| Brief |
All lines before the one containing "I am building a map index. Build", plus that line itself, are to be printed exactly as they appear below.

[Material shown Boundary: Start]

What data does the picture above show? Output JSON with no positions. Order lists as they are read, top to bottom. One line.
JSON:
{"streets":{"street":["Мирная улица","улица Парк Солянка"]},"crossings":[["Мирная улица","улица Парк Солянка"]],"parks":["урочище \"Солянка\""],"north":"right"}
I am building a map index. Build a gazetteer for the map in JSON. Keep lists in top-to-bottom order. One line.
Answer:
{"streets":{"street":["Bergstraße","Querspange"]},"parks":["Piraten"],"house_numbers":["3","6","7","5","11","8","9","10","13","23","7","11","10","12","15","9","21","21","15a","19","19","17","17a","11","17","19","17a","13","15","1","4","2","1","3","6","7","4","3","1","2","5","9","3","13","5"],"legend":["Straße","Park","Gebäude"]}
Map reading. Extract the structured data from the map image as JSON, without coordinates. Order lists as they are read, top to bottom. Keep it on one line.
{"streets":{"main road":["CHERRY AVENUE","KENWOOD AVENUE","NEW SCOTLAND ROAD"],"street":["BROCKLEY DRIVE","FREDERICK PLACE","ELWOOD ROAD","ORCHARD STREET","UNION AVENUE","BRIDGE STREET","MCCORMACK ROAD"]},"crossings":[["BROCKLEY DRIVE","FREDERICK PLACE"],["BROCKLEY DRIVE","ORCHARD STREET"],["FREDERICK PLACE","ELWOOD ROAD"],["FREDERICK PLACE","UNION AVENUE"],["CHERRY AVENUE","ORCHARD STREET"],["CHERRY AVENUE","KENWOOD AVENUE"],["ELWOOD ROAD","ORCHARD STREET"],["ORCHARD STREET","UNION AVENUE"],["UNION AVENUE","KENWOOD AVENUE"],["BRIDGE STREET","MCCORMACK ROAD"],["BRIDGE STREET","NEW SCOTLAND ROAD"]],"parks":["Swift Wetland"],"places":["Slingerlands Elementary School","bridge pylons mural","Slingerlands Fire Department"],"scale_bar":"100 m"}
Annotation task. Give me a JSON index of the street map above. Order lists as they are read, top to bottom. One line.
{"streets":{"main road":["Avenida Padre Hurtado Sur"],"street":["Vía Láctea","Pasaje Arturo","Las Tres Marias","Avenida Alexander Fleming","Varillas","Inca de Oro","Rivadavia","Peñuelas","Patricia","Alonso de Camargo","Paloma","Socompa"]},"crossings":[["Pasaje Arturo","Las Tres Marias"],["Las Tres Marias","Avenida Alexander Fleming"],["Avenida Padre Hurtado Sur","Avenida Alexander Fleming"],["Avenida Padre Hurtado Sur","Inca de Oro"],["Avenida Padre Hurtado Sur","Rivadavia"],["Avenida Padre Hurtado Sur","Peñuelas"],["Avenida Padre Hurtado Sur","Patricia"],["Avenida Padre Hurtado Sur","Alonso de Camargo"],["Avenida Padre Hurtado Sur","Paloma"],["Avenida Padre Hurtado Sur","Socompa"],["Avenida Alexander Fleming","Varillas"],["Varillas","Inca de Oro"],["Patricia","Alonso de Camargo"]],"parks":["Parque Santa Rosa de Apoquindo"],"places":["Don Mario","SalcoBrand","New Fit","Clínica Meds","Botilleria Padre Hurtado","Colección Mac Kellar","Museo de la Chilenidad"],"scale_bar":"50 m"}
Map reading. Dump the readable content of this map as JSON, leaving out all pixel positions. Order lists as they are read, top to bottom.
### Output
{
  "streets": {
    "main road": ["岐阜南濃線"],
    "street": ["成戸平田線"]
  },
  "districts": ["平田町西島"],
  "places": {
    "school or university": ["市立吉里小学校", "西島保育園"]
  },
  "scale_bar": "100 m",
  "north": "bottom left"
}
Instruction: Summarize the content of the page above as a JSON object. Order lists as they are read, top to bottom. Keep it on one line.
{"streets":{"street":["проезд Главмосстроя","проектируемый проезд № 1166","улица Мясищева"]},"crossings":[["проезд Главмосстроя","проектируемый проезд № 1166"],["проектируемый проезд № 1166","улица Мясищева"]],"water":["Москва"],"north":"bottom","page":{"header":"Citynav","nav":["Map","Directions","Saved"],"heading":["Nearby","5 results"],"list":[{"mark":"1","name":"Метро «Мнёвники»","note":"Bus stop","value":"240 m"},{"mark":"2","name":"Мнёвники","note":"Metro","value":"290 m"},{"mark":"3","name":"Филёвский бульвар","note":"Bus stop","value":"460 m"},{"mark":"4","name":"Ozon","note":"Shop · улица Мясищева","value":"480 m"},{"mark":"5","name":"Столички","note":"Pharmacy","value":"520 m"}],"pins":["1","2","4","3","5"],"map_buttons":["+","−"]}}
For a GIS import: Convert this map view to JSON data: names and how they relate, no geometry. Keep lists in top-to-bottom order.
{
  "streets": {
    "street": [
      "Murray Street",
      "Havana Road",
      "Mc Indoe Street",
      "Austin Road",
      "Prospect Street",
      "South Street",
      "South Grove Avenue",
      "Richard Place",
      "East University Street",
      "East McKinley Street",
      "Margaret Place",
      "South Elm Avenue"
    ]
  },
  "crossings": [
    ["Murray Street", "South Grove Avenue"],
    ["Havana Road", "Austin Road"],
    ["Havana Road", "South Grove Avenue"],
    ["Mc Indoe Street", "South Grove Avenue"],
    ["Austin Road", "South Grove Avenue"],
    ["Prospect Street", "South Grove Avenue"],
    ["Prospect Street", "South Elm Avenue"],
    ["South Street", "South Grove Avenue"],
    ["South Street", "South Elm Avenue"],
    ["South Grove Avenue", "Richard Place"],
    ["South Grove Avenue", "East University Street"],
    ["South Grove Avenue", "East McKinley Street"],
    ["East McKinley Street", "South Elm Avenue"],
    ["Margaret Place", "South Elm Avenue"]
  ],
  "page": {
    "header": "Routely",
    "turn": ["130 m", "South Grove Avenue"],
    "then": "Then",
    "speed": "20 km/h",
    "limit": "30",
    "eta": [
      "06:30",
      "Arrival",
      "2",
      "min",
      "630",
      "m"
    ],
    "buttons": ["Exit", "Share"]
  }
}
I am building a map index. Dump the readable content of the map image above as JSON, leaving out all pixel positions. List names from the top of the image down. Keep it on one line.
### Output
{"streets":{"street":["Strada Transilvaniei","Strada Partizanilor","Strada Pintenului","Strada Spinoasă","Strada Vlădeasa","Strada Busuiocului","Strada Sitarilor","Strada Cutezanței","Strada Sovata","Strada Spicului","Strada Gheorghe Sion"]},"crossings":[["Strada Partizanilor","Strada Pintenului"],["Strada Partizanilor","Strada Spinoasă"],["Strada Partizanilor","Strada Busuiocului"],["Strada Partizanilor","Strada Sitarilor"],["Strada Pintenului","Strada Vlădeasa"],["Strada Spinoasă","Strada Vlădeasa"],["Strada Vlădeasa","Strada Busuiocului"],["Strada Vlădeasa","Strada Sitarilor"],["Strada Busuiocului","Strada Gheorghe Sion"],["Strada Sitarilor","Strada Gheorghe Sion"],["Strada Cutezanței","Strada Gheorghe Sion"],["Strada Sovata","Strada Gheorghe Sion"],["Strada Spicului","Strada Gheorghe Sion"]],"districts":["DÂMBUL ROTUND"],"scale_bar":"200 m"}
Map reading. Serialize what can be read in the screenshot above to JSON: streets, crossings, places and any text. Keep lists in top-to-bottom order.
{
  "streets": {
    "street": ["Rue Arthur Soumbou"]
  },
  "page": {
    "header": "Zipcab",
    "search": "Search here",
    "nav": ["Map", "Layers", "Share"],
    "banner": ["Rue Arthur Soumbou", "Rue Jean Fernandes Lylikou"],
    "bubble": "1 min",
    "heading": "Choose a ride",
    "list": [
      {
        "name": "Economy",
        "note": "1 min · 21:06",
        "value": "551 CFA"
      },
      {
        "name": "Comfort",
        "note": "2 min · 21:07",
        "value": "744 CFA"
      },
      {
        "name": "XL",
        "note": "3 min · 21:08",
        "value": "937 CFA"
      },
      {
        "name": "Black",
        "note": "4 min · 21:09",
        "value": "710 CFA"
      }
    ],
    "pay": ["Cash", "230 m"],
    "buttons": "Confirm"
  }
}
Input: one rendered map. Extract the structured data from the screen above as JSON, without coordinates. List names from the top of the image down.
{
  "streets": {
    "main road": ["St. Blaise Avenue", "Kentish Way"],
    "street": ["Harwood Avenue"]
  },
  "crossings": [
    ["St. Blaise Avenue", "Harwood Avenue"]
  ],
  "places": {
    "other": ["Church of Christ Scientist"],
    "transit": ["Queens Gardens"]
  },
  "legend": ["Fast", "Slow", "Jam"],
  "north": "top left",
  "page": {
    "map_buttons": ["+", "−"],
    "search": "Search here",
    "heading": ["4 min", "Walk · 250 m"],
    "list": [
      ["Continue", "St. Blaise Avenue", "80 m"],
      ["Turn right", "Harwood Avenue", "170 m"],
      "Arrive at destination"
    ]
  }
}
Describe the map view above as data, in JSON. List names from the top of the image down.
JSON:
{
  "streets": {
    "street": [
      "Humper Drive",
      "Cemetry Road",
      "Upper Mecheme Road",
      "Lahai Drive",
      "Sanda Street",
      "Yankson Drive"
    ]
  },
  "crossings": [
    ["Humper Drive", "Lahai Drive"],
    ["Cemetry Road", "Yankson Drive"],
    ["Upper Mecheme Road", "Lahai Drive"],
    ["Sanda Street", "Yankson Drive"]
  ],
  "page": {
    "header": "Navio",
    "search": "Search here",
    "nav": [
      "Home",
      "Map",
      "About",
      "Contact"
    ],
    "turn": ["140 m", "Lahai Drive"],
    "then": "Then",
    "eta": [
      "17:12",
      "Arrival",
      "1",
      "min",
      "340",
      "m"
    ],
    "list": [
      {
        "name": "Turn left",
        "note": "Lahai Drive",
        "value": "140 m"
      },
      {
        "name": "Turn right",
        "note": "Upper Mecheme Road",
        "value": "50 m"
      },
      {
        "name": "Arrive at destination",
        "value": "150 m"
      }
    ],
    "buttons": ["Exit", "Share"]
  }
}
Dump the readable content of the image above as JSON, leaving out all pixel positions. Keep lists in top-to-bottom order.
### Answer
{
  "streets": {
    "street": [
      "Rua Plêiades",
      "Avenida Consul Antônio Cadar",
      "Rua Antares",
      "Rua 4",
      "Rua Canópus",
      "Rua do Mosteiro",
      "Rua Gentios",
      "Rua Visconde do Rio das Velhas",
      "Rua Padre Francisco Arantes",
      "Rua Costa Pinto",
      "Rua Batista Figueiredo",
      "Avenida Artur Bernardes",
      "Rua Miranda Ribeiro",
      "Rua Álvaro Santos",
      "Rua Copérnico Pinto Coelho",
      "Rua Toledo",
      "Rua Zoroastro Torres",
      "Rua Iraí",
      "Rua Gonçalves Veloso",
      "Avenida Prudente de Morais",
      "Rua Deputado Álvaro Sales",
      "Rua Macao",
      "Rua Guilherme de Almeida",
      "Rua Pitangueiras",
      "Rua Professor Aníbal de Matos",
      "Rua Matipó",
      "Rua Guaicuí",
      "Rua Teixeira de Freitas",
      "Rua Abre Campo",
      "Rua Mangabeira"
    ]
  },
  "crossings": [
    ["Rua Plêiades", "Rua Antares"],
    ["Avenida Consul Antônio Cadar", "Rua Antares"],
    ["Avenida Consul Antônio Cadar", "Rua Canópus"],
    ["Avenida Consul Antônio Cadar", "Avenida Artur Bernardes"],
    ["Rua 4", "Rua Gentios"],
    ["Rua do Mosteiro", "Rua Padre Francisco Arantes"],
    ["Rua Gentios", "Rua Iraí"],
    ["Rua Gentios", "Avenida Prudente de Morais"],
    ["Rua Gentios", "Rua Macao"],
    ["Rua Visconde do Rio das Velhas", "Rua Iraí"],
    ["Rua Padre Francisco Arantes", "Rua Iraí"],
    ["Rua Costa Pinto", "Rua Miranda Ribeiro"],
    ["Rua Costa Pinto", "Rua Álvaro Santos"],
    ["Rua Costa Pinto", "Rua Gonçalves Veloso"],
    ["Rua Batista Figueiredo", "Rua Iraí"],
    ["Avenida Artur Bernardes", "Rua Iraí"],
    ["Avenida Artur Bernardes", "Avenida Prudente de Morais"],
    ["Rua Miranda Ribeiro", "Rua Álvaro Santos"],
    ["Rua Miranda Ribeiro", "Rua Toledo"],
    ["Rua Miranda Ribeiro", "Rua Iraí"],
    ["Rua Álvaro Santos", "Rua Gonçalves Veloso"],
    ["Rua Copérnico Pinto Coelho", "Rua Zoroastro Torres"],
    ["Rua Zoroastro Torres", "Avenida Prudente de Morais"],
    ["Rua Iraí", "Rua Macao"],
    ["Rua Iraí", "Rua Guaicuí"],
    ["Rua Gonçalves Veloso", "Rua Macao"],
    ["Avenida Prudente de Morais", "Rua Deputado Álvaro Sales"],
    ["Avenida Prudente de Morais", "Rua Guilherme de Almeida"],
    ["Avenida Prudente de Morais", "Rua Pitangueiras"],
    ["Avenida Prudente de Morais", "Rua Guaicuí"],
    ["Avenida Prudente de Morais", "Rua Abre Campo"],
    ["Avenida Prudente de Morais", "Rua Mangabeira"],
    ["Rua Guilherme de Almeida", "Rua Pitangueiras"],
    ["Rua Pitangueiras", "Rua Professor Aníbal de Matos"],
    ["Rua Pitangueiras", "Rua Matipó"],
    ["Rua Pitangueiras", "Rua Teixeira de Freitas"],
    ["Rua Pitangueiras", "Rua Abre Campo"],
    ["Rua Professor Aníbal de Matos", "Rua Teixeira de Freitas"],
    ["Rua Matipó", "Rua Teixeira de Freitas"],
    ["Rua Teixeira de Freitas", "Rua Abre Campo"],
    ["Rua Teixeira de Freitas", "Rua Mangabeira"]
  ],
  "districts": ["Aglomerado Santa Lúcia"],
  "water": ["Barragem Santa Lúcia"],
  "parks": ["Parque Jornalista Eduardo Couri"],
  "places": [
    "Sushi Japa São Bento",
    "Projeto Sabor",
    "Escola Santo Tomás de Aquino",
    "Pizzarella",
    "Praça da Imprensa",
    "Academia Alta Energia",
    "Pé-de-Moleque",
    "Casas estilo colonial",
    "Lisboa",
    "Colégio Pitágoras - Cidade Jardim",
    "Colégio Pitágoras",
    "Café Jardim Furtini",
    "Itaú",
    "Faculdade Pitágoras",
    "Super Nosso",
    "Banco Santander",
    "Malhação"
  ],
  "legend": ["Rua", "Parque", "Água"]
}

[Material shown Boundary: End]

| Written reply |
What data does the picture above show? Output JSON with no positions. Order lists as they are read, top to bottom. One line.
JSON:
{"streets":{"street":["Мирная улица","улица Парк Солянка"]},"crossings":[["Мирная улица","улица Парк Солянка"]],"parks":["урочище \"Солянка\""],"north":"right"}
I am building a map index. Build a gazetteer for the map in JSON. Keep lists in top-to-bottom order. One line.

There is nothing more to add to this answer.